Artı Gerçek yazarı Baskın Oran, Türkiye için yaptığı genel değerlendirmede şu ifadeleri kullandı: 

'EKONOMİK DURUM KÖTÜLEŞTİKÇE SİYASİ BASKI ARTTI' 

"İç ve dış politika diye ayrılmasının zor olduğunu düşünüyorum. Bu yaşa geldim, benden 15 yaş büyük ağabeylerimin kuşağını da tanırım, hiçbir yıldan bu kadar yılmamışlardı. 'Hiç bu kadar kötüsünü yaşamadık' dediler. Dışta pandemi, içte pandemi artı rejim, biraz ağır geldi Türkiye'ye. Şimdi dışa bakınca, hiç olmazsa Trump gitti. Bu ciddi anlamda çok olumlu bir gelişme. Ama içte olumlu bir gelişme olmadığı gibi her şey daha da sertleşti. Ekonomik durum kötüleştikçe siyasi baskı arttı. Siyasi baskı artınca muhalefetin yeterince karşı koyamayışını gören rejim, siyasi baskıyı gittikçe artırıyor. 

'KOMPLE BİR KARŞI DEVRİM YAŞIYORUZ' 

"Ben şahsen 'reform' kelimesi telaffuz edilecek diye ödü kopanlardanım. Çünkü her 'reform yapacağız' dediklerinde AİHM veya AYM'nin kararları elinin bir hareketiyle kenara süpürülüyor ve insanlar mahkumiyet alamadan 5 yıl içeride tutuklu kalmış oluyor. Selahattin Demirtaş mı, Ahmet Altan mı, Osman Kavala mı dersin, saymakla bitecek gibi değil. Bunun özetini söyleyeyim ben. Komple bir karşı devrim yaşıyoruz. Neye karşı? 1920'de Mustafa Kemal'in Kurtuluş Savaşı'nı başarıya ulaştırdıktan sonra çağdaş uygarlık seviyesi diye bildiğimiz batılı düzeni getirmesi, onun üst yapısını getirmesi. Buna karşı, bir karşı devrim. 

'BUNUN SEBEBİNİ DEVRİM YAPANLARIN TORUNLARINDA ARAMAK LAZIM' 

"Peki hangi yöntemleri kullanıyor bu karşı devrimleri yapan AKP ve MHP? Devrimin kullandığı aynı yöntemi, yani kuvvetler birliği. Yürütme, hem yasamaya hakim, hem yargıya hakim. Mustafa Kemal de kuvvetler birliği ilkesini uyguladı ama bir Kurtuluş Savaşı vardı, düşman orduları Polatlı'ya kadar gelmişti. Onun arkasında zafer kazanılınca batılılaşma başladı. İşte Erdoğan ve Bahçeli'nin yaptığı karşı devrim, bu batılılaşmaya karşı. Özet bu. Bunu nasıl yapabiliyorlar? Çünkü 100 yıl geçti aradan ve Türkiye bu 100 yılda batılı bir ülke oldu, ağır aksak da olsa demokrasisi oldu. Bir kere bunun sebebini devrim yapanların torunlarında aramak lazım. Devrim yapanların torunları 1950'den bu yana hiç evrim geçirmediler.  
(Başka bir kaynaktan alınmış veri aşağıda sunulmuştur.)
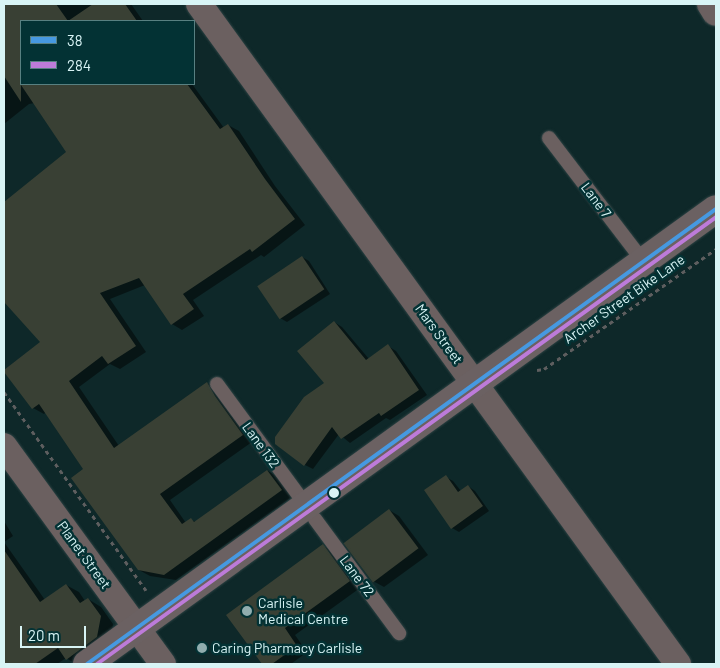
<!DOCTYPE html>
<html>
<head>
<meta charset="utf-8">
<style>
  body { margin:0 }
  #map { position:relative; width:720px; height:668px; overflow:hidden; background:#0e2829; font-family:Barlow,sans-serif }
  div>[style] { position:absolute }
  .shadow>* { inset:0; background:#0007 }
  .building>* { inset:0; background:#394034; transform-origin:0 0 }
  .path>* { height:3px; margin-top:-1.5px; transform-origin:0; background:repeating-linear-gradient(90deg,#5e5e5f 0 4px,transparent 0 8px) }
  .roads { filter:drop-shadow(0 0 1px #2d4243) drop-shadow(0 0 1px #2d4243) }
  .service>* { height:14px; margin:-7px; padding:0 7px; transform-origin:7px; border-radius:7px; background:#6b6060 }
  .minor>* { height:26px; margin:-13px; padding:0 13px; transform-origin:13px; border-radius:13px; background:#6b6060 }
  .tertiary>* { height:28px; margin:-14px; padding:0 14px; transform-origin:14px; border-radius:14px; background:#6b6060 }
  .secondary>* { height:28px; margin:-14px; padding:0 14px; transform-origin:14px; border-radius:14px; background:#6b6162 }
  .bus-1>* { height:4px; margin:-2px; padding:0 2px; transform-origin:2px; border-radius:2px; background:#4699e1 }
  .bus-2>* { height:4px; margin:-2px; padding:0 2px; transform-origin:2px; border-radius:2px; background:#bd7bd9 }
  .dots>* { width:14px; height:14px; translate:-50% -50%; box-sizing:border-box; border:2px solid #033234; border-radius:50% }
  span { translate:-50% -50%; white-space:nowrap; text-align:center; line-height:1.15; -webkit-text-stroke:5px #033234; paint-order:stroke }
  .street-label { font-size:14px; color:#d8f4f5 }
  .poi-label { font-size:14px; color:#d8f4f5 }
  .left { translate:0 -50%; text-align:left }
  .frame { position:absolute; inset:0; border:5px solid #d8f4f5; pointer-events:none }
  .legend { position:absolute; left:20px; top:20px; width:175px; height:65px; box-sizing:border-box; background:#033234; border:1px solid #588081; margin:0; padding:6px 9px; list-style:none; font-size:15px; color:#d8f4f5 }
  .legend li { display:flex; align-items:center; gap:10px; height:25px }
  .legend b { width:25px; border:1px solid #588081 }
  .scale { position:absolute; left:20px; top:626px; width:66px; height:22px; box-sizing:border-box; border:2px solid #d8f4f5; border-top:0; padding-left:6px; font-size:15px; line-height:18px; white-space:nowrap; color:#d8f4f5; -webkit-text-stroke:4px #033234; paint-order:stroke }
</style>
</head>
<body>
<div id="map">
  <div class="shadow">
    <i style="clip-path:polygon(4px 4px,131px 4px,143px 21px,21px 21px,21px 84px,192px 84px,224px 128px,228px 125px,239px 131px,275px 186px,305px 225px,264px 257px,261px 255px,193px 300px,204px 316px,182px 330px,172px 324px,145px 285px,110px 299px,146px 352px,120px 369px,110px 364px,79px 387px,119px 446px,207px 383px,218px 389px,252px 442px,170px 500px,186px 523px,191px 520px,196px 522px,268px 471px,278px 477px,292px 497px,176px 580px,150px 576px,139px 570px,85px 470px,46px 412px,44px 414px,33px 408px,42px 343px,4px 300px,4px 204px,68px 152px,35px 103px,29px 104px,4px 124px)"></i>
    <i style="clip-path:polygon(302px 257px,309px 261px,330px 294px,287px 322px,280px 318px)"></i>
    <i style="clip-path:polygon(334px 322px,342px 327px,369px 359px,388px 346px,396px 351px,427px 395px,390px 420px,386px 418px,350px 443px,339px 434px,313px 469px,305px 465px,326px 383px)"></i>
    <i style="clip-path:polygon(446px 477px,453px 481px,461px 491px,468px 486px,475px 491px,489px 511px,459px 532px,452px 528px)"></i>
    <i style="clip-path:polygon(389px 510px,399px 516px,428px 555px,384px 587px,373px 581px)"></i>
    <i style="clip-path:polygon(4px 521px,13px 536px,4px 542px,45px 600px,66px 585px,79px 592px,85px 601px,88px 599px,101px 607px,113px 624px,110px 644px,76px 664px,66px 658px,57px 664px,4px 664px)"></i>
    <i style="clip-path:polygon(323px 546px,334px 552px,360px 588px,295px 635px,307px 652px,291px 664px,264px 664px,228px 615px)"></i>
  </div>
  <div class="building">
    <i style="clip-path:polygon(4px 4px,56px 4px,68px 21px,93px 4px,125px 4px,137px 21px,21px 21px,21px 84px,187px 84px,220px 129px,228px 124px,265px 179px,295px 219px,252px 252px,250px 249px,183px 294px,194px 309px,171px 325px,139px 278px,100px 293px,136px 346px,108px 364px,102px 356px,69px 381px,114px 448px,207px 382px,215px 396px,243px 435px,160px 494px,182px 524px,191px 518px,194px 522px,267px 470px,282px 490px,164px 575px,138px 570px,71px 478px,83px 469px,39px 404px,32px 409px,4px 372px,4px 370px,40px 342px,4px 302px,4px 202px,66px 152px,21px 85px,21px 102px,4px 76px)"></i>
    <i style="left:302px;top:256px;width:40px;height:54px;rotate:56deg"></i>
    <i style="clip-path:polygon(334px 321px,366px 360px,388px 344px,419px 390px,381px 416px,379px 413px,341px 439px,332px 427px,304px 466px,275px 444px,275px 437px,304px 397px,324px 383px,297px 351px)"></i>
    <i style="clip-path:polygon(446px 475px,458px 492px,468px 485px,483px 506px,451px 529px,424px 490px)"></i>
    <i style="left:389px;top:509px;width:49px;height:57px;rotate:53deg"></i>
    <i style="clip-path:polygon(323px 544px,350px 581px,285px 628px,297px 646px,272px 664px,262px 664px,226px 615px)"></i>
    <i style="clip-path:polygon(4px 550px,40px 602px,66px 584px,80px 603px,88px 598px,101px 616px,97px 637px,66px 660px,58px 648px,35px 664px,4px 664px)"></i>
  </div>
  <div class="path">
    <i style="left:537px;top:370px;width:7px;rotate:-8deg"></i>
    <i style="left:544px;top:369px;width:210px;rotate:-34.9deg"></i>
    <i style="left:4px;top:392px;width:244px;rotate:54.4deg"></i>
  </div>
  <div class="roads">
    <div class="service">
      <i style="left:549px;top:138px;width:155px;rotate:52.6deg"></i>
      <i style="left:217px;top:384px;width:150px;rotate:53.7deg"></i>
      <i style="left:315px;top:519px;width:142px;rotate:53.6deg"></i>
    </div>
    <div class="minor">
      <i style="left:199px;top:4px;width:816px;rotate:54.03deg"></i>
      <i style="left:4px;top:446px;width:270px;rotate:53.9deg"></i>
    </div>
    <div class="tertiary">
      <i style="left:711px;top:4px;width:9px;rotate:58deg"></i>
    </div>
    <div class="secondary">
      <i style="left:87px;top:664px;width:776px;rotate:-35.88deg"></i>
    </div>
  </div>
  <div class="bus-1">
    <i style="left:87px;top:664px;width:776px;rotate:-35.88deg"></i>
  </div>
  <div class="bus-2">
    <i style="left:97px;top:664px;width:764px;rotate:-35.83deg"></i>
  </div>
  <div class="dots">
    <i style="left:334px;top:493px;background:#d8f4f5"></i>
    <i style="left:247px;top:611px;background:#91adae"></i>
    <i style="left:202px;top:648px;background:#91adae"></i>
  </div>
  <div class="street-label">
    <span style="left:596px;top:200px;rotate:53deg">Lane 7</span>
    <span style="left:624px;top:299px;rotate:-35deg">Archer Street Bike Lane</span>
    <span style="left:439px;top:334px;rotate:54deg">Mars Street</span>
    <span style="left:261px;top:445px;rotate:54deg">Lane 132</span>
    <span style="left:84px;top:555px;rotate:54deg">Planet Street</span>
    <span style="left:357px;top:576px;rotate:53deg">Lane 72</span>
  </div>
  <div class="poi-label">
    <span class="left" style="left:258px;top:611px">Carlisle<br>Medical Centre</span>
    <span class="left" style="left:212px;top:648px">Caring Pharmacy Carlisle</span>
  </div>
  <div class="frame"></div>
  <ul class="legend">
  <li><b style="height:6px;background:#4699e1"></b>38</li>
  <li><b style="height:6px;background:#bd7bd9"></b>284</li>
  </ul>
  <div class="scale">20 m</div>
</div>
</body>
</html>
'HDP'Yİ DIŞLAMAKTAN GEÇİYOR DEVRİMCİLERİN TORUNLARININ YÖNTEMİ' 

"Siz, dış politikadan başlayalım dediniz, değil mi? S-400 dediğiniz zaman, Libya'ya 18 ay asker dediğiniz zaman, Azerbaycan'a asker yollamak dediğiniz zaman, muhalefet ne yapıyor? Tabii, tek muhalefet partisi olan HDP'yi tenzih ediyorum. İyi Parti'yi memnun etmek için bir partinin adına Türkiye'nin baş faşistinin adını veriyor; Nihal Atsız. Nihal Atsız, saçını bile Hitler gibi tarıyordu. İkincisi, 'hiç evrim geçirmediler Kemalistler' derken, baş örtülü kızları üniversiteye sokmamak başta olmak üzere bugünü hazırladılar. Üçüncü olarak, Kürtlerle birlikte mücadele edip de gerçek demokrasiyi getireceğiz diye ödleri kopuyor. HDP'yi dışlamaktan geçiyor devrimcilerin torunlarının yöntemi. Bu durumda tabii ki MHP ve AKP'nin baskısı gittikçe artabiliyor."  

"Neden bu kadar belirleyicidir Kürt siyaseti?" sorusuna Baskın Oran, şu yanıtı verdi: 

"İktidarda AKP ve MHP var dedik ama bu eksik bir tanım. İktidarda benim mahşern dört atlısı dediğim dörtlü bir koalisyon var. Dinci AKP, ırkçı MHP, ehlileştirilmiş Ergenekon, ulusolcular. Pokerde beş benzemez derler ya, bunlar da dört benzemez, hiçbir ortak paydaları yok, Kürt aleyhtarlığından başka. Dolayısıyla devamlı Kürt aleyhtarlığı yapıyorlar ki bu koalisyonu bir arada tutabilsinler."   

'UMUTLUYUM' 

Oran, 2021 için öngörülerini şöyle açıkladı: 

"Bu soruyu keşke sormasaydınız çünkü ben genellikle iyimser bir insanım. Fakat önümüzdeki ayların, gerek pandemi gerekse rejim açısından fazla umutlu olmaya imkan vermeyeceğinden korkuyorum. Ben gene umutluyum. İktidardaki koalisyon, işin o kadar cılkını çıkardı ve çıkarmaya devam edecek gözüküyor ki, buna karşı bir ciddi tepkinin doğmaması mümkün değil."